[PATCH v2 2/6] sched: accumulate per-cfs_rq cpu usage

All of lore.kernel.org
 help / color / mirror / Atom feed

From: Paul Turner <pjt@google.com>
To: linux-kernel@vger.kernel.org
Cc: Paul Menage <menage@google.com>,
	Srivatsa Vaddagiri <vatsa@in.ibm.com>,
	Dhaval Giani <dhaval@linux.vnet.ibm.com>,
	Gautham R Shenoy <ego@in.ibm.com>,
	Kamalesh Babulal <kamalesh@linux.vnet.ibm.com>,
	Herbert Poetzl <herbert@13thfloor.at>,
	Balbir Singh <balbir@linux.vnet.ibm.com>,
	Chris Friesen <cfriesen@nortel.com>, Avi Kivity <avi@redhat.com>,
	Bharata B Rao <bharata@linux.vnet.ibm.com>,
	Nikhil Rao <ncrao@google.com>, Ingo Molnar <mingo@elte.hu>,
	Pavel Emelyanov <xemul@openvz.org>,
	Mike Waychison <mikew@google.com>,
	Vaidyanathan Srinivasan <svaidy@linux.vnet.ibm.com>,
	Peter Zijlstra <a.p.zijlstra@chello.nl>
Subject: [PATCH v2 2/6] sched: accumulate per-cfs_rq cpu usage
Date: Wed, 28 Apr 2010 04:16:56 -0700	[thread overview]
Message-ID: <20100428111656.7954.19756.stgit@kitami.corp.google.com> (raw)
In-Reply-To: <20100428110720.7954.53537.stgit@kitami.corp.google.com>

Introduce account_cfs_rq_quota() to account bandwidth usage on the cfs_rq
level versus task_groups for which bandwidth has been assigned.  This is
tracked by whether the local cfs_rq->quota_assigned is finite or infinite
(RUNTIME_INF).

For cfs_rq's that belong to a bandwidth constrained task_group we introduce
tg_request_cfs_quota() which attempts to allocate quota from the global pool
for use locally.  Updates involving the global pool are currently protected
under cfs_bandwidth->lock, local pools are protected by rq->lock.

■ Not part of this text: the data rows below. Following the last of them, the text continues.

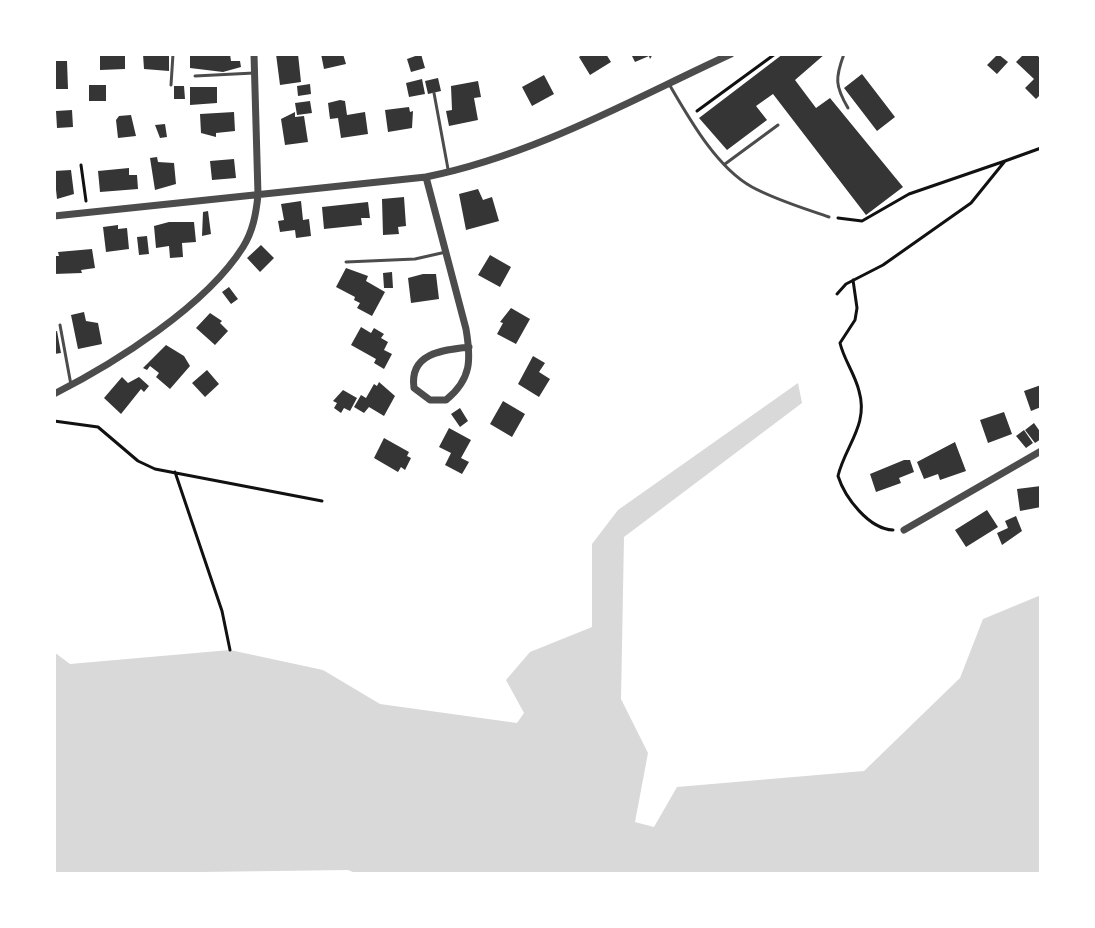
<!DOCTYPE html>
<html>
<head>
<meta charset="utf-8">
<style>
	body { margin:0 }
	#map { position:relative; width:1095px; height:928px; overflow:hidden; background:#fff; font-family:Figtree,sans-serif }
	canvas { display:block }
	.frame { position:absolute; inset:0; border:56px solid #fff; pointer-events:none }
</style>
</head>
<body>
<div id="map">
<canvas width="1095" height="928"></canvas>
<div class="frame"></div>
</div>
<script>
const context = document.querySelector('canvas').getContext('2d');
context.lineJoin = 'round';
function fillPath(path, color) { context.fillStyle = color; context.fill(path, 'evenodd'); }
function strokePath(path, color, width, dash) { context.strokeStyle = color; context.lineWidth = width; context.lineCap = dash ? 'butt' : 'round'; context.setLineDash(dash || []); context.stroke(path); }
const water = new Path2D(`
	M 798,383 L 802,403 L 624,537 L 621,699 L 648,753 L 635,822 L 654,827 L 677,787 L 864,771 L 960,678 L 983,619 L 1041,595 L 1041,874 L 358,874 L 348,870 L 54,874 L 54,652 L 70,664 L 230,650 L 323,670 L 380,704 L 517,723 L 524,713 L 506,680 L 530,652 L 592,627 L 592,544 L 618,510 Z`);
const building = new Path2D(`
	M 100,54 L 125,54 L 125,69 L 100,70 Z
	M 143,54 L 169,54 L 169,71 L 144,69 Z
	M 190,54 L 230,54 L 231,61 L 240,61 L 241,67 L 223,72 L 190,68 Z
	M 276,54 L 298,54 L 301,82 L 280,85 Z
	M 321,54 L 343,54 L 346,64 L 324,69 Z
	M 421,54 L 425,68 L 411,72 L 407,59 Z
	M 583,54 L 606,54 L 611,62 L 590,75 L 579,57 Z
	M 631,54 L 653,54 L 650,59 L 649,56 L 635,62 Z
	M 783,54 L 825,54 L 795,80 L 816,108 L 830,98 L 903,187 L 866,215 L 773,94 L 756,106 L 767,120 L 727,150 L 699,118 Z
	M 998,54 L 1008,62 L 997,74 L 987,65 Z
	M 1024,54 L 1036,54 L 1041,59 L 1041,94 L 1036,99 L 1025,88 L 1034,79 L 1016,62 Z
	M 54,61 L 67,61 L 68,89 L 54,89 Z
	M 862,74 L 895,117 L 877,131 L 844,88 Z
	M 544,75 L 554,94 L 532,106 L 522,87 Z
	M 438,78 L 441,91 L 428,94 L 425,81 Z
	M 422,79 L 425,94 L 409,97 L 406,83 Z
	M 478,81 L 481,97 L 474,98 L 478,120 L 449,126 L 446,111 L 452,110 L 451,86 Z
	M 310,84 L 311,94 L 298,96 L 297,86 Z
	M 89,85 L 106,85 L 106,101 L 89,101 Z
	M 174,86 L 184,86 L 185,99 L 174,99 Z
	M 190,87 L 217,87 L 217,103 L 190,105 Z
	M 340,100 L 345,101 L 347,115 L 365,112 L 368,134 L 341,138 L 338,118 L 330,119 L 328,103 Z
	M 310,101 L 312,113 L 297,115 L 295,103 Z
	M 409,107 L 410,112 L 413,111 L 412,128 L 388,132 L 385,110 Z
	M 72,110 L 73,127 L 57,128 L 56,111 Z
	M 234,112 L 235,131 L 216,133 L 216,137 L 201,133 L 200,114 Z
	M 295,112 L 295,117 L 304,116 L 308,142 L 285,145 L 281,119 Z
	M 131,115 L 136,136 L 118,138 L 116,120 L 119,116 Z
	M 165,124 L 167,137 L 160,138 L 155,125 Z
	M 157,157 L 158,162 L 174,163 L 176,184 L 155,190 L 150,158 Z
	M 234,159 L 236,178 L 212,180 L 210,161 Z
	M 129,168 L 129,175 L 137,175 L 138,189 L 100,192 L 98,171 Z
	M 71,170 L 74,194 L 57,199 L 54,171 Z
	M 478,189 L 483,200 L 492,197 L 499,221 L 466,230 L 459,194 Z
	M 404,197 L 406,226 L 398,227 L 399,234 L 383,235 L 382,199 Z
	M 301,201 L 303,220 L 309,219 L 311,236 L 296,238 L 295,230 L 280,232 L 278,221 L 284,220 L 281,204 Z
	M 368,202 L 370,218 L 361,218 L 362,225 L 324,229 L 322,207 Z
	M 208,211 L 211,234 L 202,236 L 203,212 Z
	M 169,222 L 194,222 L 196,242 L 182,243 L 183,257 L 170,258 L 169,246 L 156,248 L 154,226 Z
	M 118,225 L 118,229 L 127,228 L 129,249 L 106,252 L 103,227 Z
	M 147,236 L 149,254 L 139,255 L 137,237 Z
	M 261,245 L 274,258 L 260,272 L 247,258 Z
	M 92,249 L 95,268 L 81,270 L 82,273 L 54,274 L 54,256 L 59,256 L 58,252 Z
	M 490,255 L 511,267 L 500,287 L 478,275 Z
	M 346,268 L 368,276 L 366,281 L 385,292 L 372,316 L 357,308 L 360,303 L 354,300 L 355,297 L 336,287 Z
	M 392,272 L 393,288 L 384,288 L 383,273 Z
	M 423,274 L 436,274 L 439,299 L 411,303 L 408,278 Z
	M 229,287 L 238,299 L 231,304 L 222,292 Z
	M 511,308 L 530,319 L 516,344 L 497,334 L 503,323 L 500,322 Z
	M 84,312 L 86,321 L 98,323 L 102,344 L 78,349 L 71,315 Z
	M 210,313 L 222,321 L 220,323 L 228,331 L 215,345 L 196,328 Z
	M 361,327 L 371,333 L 374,328 L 384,334 L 381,338 L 388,342 L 384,350 L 392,354 L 384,369 L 374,363 L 376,359 L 351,345 Z
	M 57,331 L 61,353 L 54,354 L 54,332 Z
	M 166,345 L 184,356 L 190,366 L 170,389 L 156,377 L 159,373 L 150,366 L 147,370 L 143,368 Z
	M 533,356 L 545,363 L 539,372 L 550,379 L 539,397 L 518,384 Z
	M 207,370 L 219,384 L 205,397 L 192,383 Z
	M 122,377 L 128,383 L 139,377 L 149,386 L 144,392 L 141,389 L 121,414 L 104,398 Z
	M 379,382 L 395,396 L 384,416 L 369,407 L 364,413 L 354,407 L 361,395 L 366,398 L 374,384 L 377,386 Z
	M 1041,385 L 1041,407 L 1031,411 L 1024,391 Z
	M 343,390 L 357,398 L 350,411 L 344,408 L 341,413 L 334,408 L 337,403 L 333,401 Z
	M 503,401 L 525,414 L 512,437 L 490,424 Z
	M 460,408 L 468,421 L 460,427 L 451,414 Z
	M 1004,412 L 1012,434 L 988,443 L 980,420 Z
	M 1034,423 L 1041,433 L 1041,439 L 1035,443 L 1025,430 Z
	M 449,428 L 471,440 L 461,458 L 469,462 L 462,474 L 445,465 L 451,453 L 439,447 Z
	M 1024,430 L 1033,443 L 1026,448 L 1016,436 Z
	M 384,438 L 409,452 L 407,456 L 411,458 L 405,470 L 401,467 L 398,472 L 374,458 Z
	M 955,442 L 966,471 L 940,480 L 938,474 L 924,479 L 917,462 Z
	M 904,460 L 910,460 L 914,472 L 899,478 L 901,483 L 876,492 L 870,474 Z
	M 1041,486 L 1041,507 L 1020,511 L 1017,489 Z
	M 987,510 L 998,527 L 966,547 L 955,530 Z
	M 1016,516 L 1022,531 L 1002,545 L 997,533 L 1008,528 L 1005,521 Z`);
const path = new Path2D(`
	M 697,111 L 775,54
	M 81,165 L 86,201
	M 838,218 L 862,221 L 909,194 L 1005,161
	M 853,280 L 857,308 L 855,320 L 840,343 C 844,360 855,374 859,391 C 869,425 845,446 838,476 C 845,498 869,529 893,530
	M 837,294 L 846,284 L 883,265 L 971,203 L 1005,161 L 1041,148
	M 54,421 L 98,427 L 138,461 L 155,469 L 322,501
	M 175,472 L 222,611 L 230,650`);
const service = new Path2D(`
	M 844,54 C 835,78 835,86 848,108
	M 195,76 L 254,73
	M 669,84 C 689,118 716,167 752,187 C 776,200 803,208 829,217
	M 171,85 L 173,54
	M 434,93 L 448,169
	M 725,164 L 778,125
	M 346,262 L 415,259 L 446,252
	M 60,325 L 71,385`);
const minor = new Path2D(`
	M 426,177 L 466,329 C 471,359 472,379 446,400 L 430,400 L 414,388 C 409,353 443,350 469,347
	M 54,216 L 426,177 C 535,155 631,100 731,54
	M 54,394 C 115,363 206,306 243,247 C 253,231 256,214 258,195 L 254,54
	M 904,530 L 1041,451`);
fillPath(water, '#d9d9d9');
fillPath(building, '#353535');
strokePath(path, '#111', 3);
strokePath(service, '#4c4c4c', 3);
strokePath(minor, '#4c4c4c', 7);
</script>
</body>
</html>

This patch only attempts to assign and track quota, no action is taken in the
case that cfs_rq->quota_used exceeds cfs_rq->quota_assigned.

Signed-off-by: Paul Turner <pjt@google.com>
Signed-off-by: Nikhil Rao <ncrao@google.com>
---
 include/linux/sched.h |    4 ++++
 kernel/sched.c        |   13 +++++++++++++
 kernel/sched_fair.c   |   50 +++++++++++++++++++++++++++++++++++++++++++++++++
 kernel/sysctl.c       |   10 ++++++++++
 4 files changed, 77 insertions(+), 0 deletions(-)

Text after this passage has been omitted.